Rapperin aus Berlin: Zeitalter des Wa22ermanns
Die Rapperin Wa22ermann ist neu im Geschäft und liefert den Soundtrack fürs gegenwärtige Kreuzberg. Freitag tritt sie beim Festival Pop-Kultur auf.
Berlin bleibt nicht gleich Berlin. Wo in den Nullerjahren nach einer durchzechten Nacht noch von „Schwarz zu Blau“ gesungen wurde, heißt es heute „Blaurot“. Wenn damals Künstler wie Peter Fox für sich reklamierten, Lokalkolorit mit Berliner Schnauze zu erzeugen, schafft das jetzt die junge Rapperin Wa22ermann und es klingt glaubwürdig.
Mit nur wenig veröffentlichten Songs liefert die Newcomerin einen Soundtrack für den eigenen Kiez: Wa22ermanns Kreuzberg ist mindestens so dreckig, wie das von Peter Fox, aber noch fertiger. „Straßengestank, begleitet von Rauch / Junkies sind links, heißt ich lauf geradeaus“. Gemeinsam mit dem Rapper Apsilon erzählt sie von einer Nacht irgendwo zwischen den Bezirken Moabit und Kreuzberg: „Schlaflos, ich lauf los / Gleit durch die Nacht/ Sie ist blaurot, 3-6, gleich hell, blaurot“.
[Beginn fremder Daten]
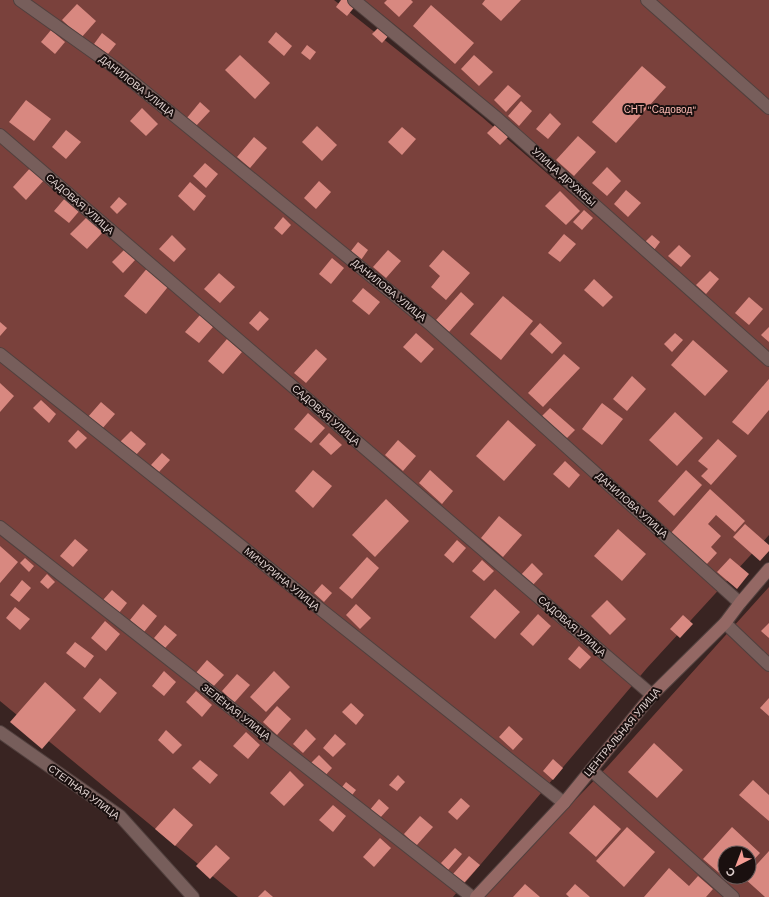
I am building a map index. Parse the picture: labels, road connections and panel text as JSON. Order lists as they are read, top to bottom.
{
  "streets": {
    "street": [
      "ДАНИЛОВА УЛИЦА",
      "УЛИЦА ДРУЖБЫ",
      "САДОВАЯ УЛИЦА",
      "МИЧУРИНА УЛИЦА",
      "ЗЕЛЁНАЯ УЛИЦА",
      "ЦЕНТРАЛЬНАЯ УЛИЦА",
      "СТЕПНАЯ УЛИЦА"
    ]
  },
  "crossings": [
    ["ДАНИЛОВА УЛИЦА", "ЦЕНТРАЛЬНАЯ УЛИЦА"],
    ["САДОВАЯ УЛИЦА", "ЦЕНТРАЛЬНАЯ УЛИЦА"],
    ["МИЧУРИНА УЛИЦА", "ЦЕНТРАЛЬНАЯ УЛИЦА"]
  ],
  "parks": ["СНТ \"Садовод\""],
  "north": "bottom left"
}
Wa22ermann: 1. September, Festival „Pop-Kultur“, Kulturbrauerei Berlin
Kreuzberg ist das Zuhause von Wa22ermann. Hier ist sie aufgewachsen, nachdem sie 2008 als Neunjährige aus Pakistan nach Berlin gekommen ist. In der Nähe vom Checkpoint Charlie und dem taz-Redaktionsgebäude ist sie zur Schule gegangen. „Ich hatte einen schweren Kulturschock, von einer Schule mit Schuluniformen und strengen Regeln in Pakistan, zu einer Schule, in der sich jeden Tag irgendjemand geprügelt hat und die Lehrer überfordert waren“, erzählt sie der taz. Doch sie passt sich an und zieht ihr Ding durch.
Heute wirkt sie abgeklärt und cool und so beschreibt die 24-Jährige auch ihr Aufwachsen in der Hauptstadt. Diese Haltung findet sich in ihrer Musik wieder. Mit der rhetorischen, fast sloganhaften Frage „Was denn?“ zwingt sie zu Beginn fast aller ihrer Songs die Zuhörer*innen zu einer Reaktion.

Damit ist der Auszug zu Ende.